I’ve been on the shitty end of the operations business for a while & I’ve worked with bureaucratic organisations that thrive on presenting numbers to their managers & shareholders. One common thing seems to be moving workloads to the cloud to turn their datacenter liability/upfront costs/payroll to a monthly bill from either Satya Nadella or Jeff Bezos. Apparently the higher ups love this even though it means they’ll end up spending more on a yearly basis.
So here is what I have learnt by migrating virtual machines(& other stuff) a plenty to the clouds[shh don’t do it] & whether you should go for daddy bezos or daddy nadella:
Azure -
There is no real argument against Azure, the virtual machines run great most of the time whether you’re coming from a vmware site or a physical machine. The hyperV hosting gives you great access to the VMs to troubleshoot issues and if you have windows heavy workloads then the sweet discounts make this choice a no brainer. Just don’t stick to your on-prem failsafes, instead embrace the cloud and you will be fine. You can even use free migration using Azure Site Recovery & if you do come across a machine which just won’t migrate, you can always build it new in a few lines of YAML. Azure Active Directory(Entra?) works great out of the box for identity management immediately post migration, no need to mess around with third party identity management.
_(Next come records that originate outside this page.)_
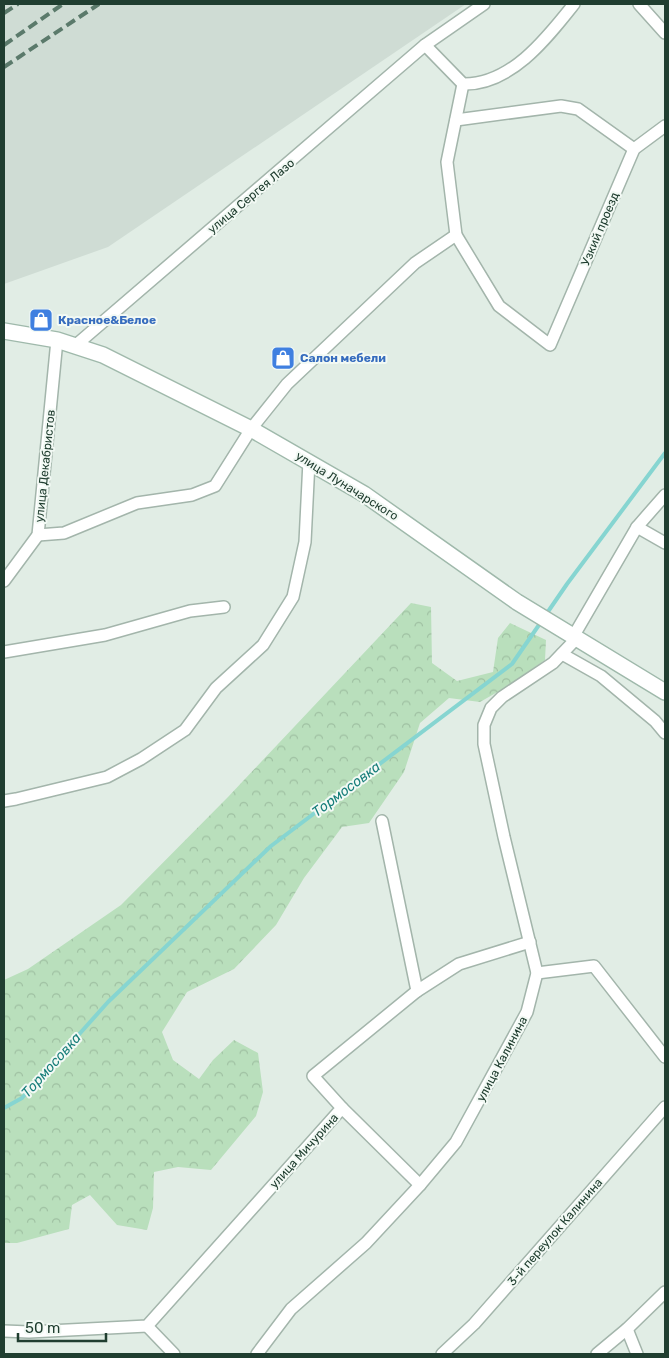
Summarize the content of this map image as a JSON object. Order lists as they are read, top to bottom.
{
  "streets": {
    "main road": ["улица Луначарского"],
    "street": [
      "улица Сергея Лазо",
      "Узкий проезд",
      "улица Декабристов",
      "улица Калинина",
      "улица Мичурина",
      "3-й переулок Калинина"
    ]
  },
  "crossings": [
    ["улица Сергея Лазо", "улица Луначарского"],
    ["улица Декабристов", "улица Луначарского"],
    ["улица Луначарского", "улица Калинина"]
  ],
  "water": ["Тормосовка"],
  "places": {
    "shop": ["Красное&Белое", "Салон мебели"]
  },
  "scale_bar": "50 m"
}
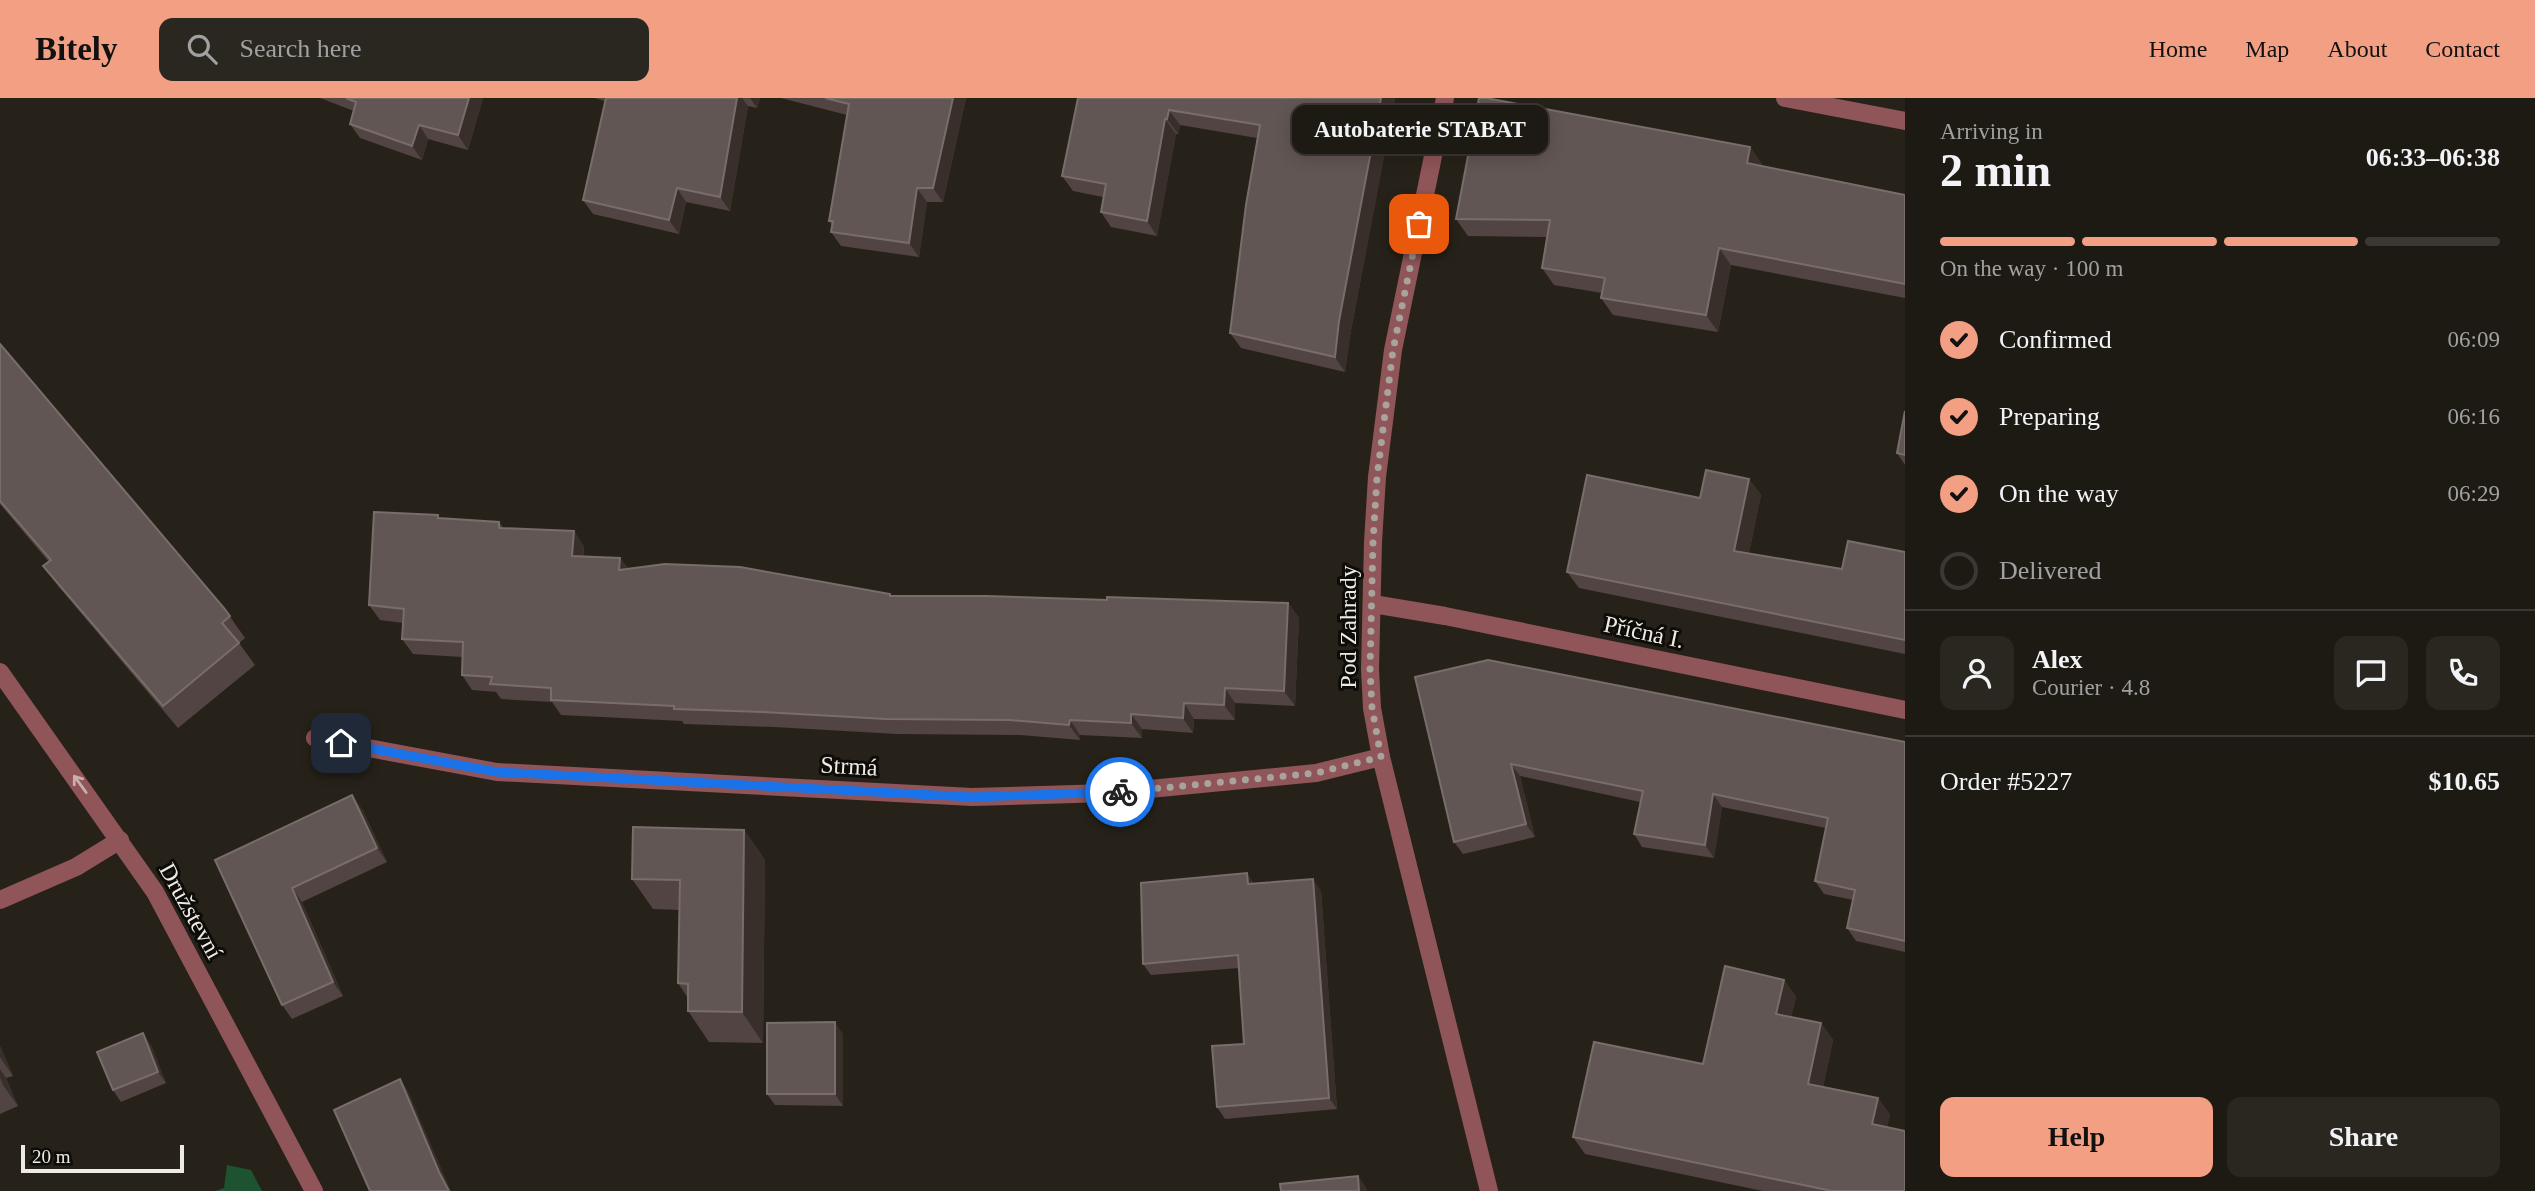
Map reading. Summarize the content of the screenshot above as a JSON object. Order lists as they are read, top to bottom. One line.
{"streets":{"street":["Pod Zahrady","Příčná I.","Strmá","Družstevní"]},"crossings":[["Pod Zahrady","Příčná I."],["Pod Zahrady","Strmá"]],"places":["Autobaterie STABAT"],"scale_bar":"20 m","page":{"header":"Bitely","search":"Search here","nav":["Home","Map","About","Contact"],"heading":["2 min","Arriving in","06:33–06:38"],"panel":["Alex","Courier · 4.8","Order #5227","$10.65"],"bubble":"Autobaterie STABAT","bar":"On the way · 100 m","list":[["Confirmed","06:09"],["Preparing","06:16"],["On the way","06:29"],"Delivered"],"buttons":["Help","Share"],"scale":"20 m"}}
Most consultants sell these initial moves to the cloud by promising even greater cost savings in the future by utilising the native services & that is where Azure falls behind the Bezos offerring.
AWS -
Migration is dead simple in AWS & you don’t have to decide between the method you choose for migration. If the port 443 is open you can just migrate freely, unlike Azure which requires you to provision large VMs for compression and encryption in the source environment. There is a heap of support articles available & the community is very active in forums. The backend of an ec2 is who knows what and you will get inconsistent experience with serial console access, so troubleshooting options are extremely limited, if it works it works else go try something else. Windows VMs cost a ton more here, but they work just fine.
After you’re done messing with a identity management system(you’re not sharing keys right?) the path away from just ec2 instances to actually using features of the cloud are much more straightforward. However, this article is just about sticking with IaaS side of the cloud.
If I had to pick one I would go for Azure if all I had to do was migrate some 100 servers & get paid. If I had to go as far as modernizing the workloads into containers & k8s cluster I would go for AWS.